Among the oldest fields of the engineering profession is Civil Engineering. The field is blessed with a very wide scope and almost unlimited opportunities. However, as a result of extensive studies on the fast emerging technological developments, specializations in Civil Engineering have been lost to new professions. The course has already given way to other specializations – Geodetic Engineering, Sanitary Engineering and even Plumbing. A new curriculum development paradigm is therefore needed to come up with the new courses necessary in this high technology era. Industry involvement is important in a meaningful implementation of curricular programs, in as much as rapidly changing disciplines and the advanced technology need help from them. Good curriculum design should include an industry needs-analysis (Hagos, 2001:1).
The engineering enterprise has become increasingly global. This means that an engineer faces stiffer competition than before. To compete for work in a global economy, an engineer must be technologically adept and must aim for top quality work. Our present educational system emphasizes the acquisition of knowledge rather than practical skills (Gepulango, 2001:2).

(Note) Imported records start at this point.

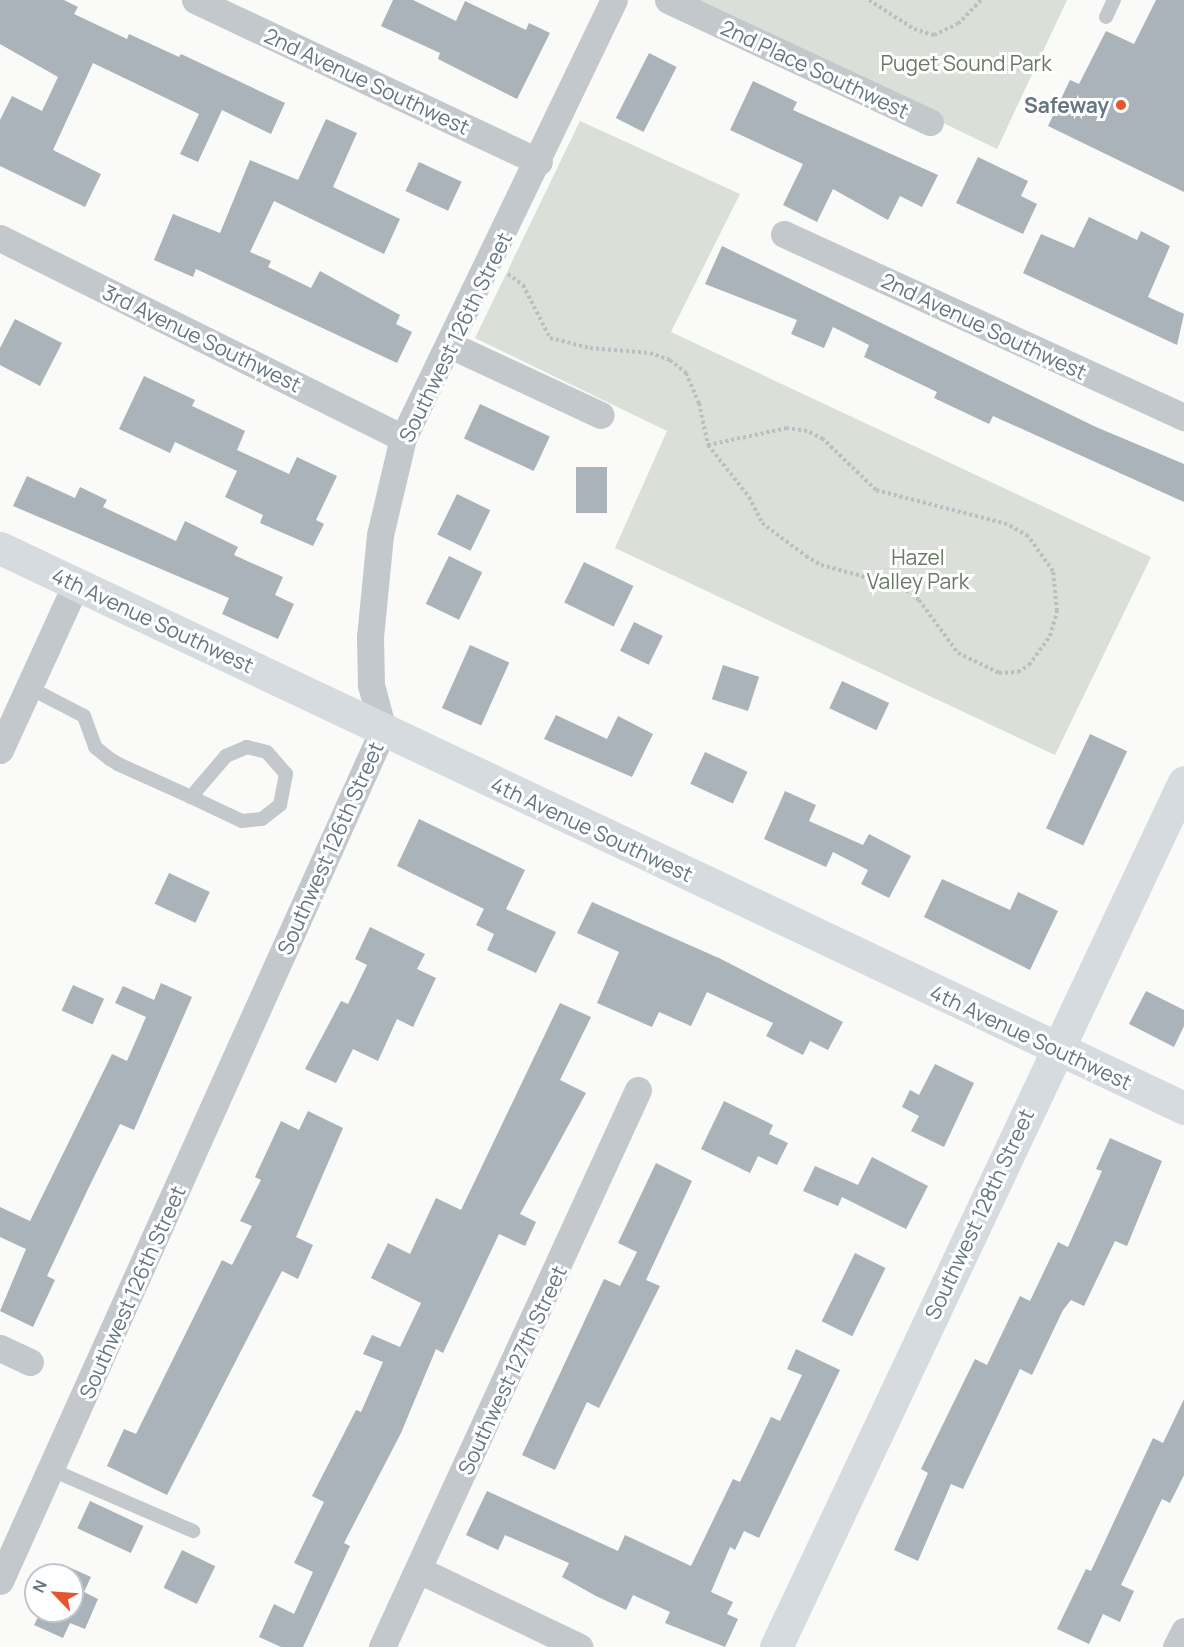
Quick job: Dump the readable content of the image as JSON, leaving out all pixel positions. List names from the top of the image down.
{
  "streets": {
    "street": [
      "2nd Place Southwest",
      "2nd Avenue Southwest",
      "Southwest 126th Street",
      "3rd Avenue Southwest",
      "4th Avenue Southwest",
      "Southwest 128th Street",
      "Southwest 127th Street"
    ]
  },
  "crossings": [
    ["2nd Avenue Southwest", "Southwest 126th Street"],
    ["Southwest 126th Street", "3rd Avenue Southwest"],
    ["Southwest 126th Street", "4th Avenue Southwest"],
    ["4th Avenue Southwest", "Southwest 128th Street"]
  ],
  "parks": ["Puget Sound Park", "Hazel Valley Park"],
  "places": ["Safeway"],
  "north": "top left"
}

Societies throughout world are aware of the achievements in civil engineering. It is recognized world-wide that the civil engineer is one major instrument in development and change and plays a fundamental role in shaping the world. But development is now more and more a compromise between those which are technically possible, those which are considered economically attractive, and those which are acceptable on environmental grounds. The concept of sustainable development has emerged in the last decades of the 20th century and is gaining global acceptance (Mena, 2001:1).
In this connection, Michel and Smith (1998) showed in a report that an important ingredient for achieving competitive success is the establishment of effective collaborations with other customers, suppliers, high education establishment and so on. Such collaboration allows firms to expand their range of expertise, develop specialized products and achieve other corporate objectives. Collaboration is also one of the most important means of fostering innovation and effective competition in international markets.
As competition intensifies, education is required to measure and professionalize human resources in order to acquire new skills, new knowledge, and new attributes to meet the demands of the environment. Joel Griffin (1996) acknowledges that it is continuing education and professional development that sustain the engineering competency and versatility.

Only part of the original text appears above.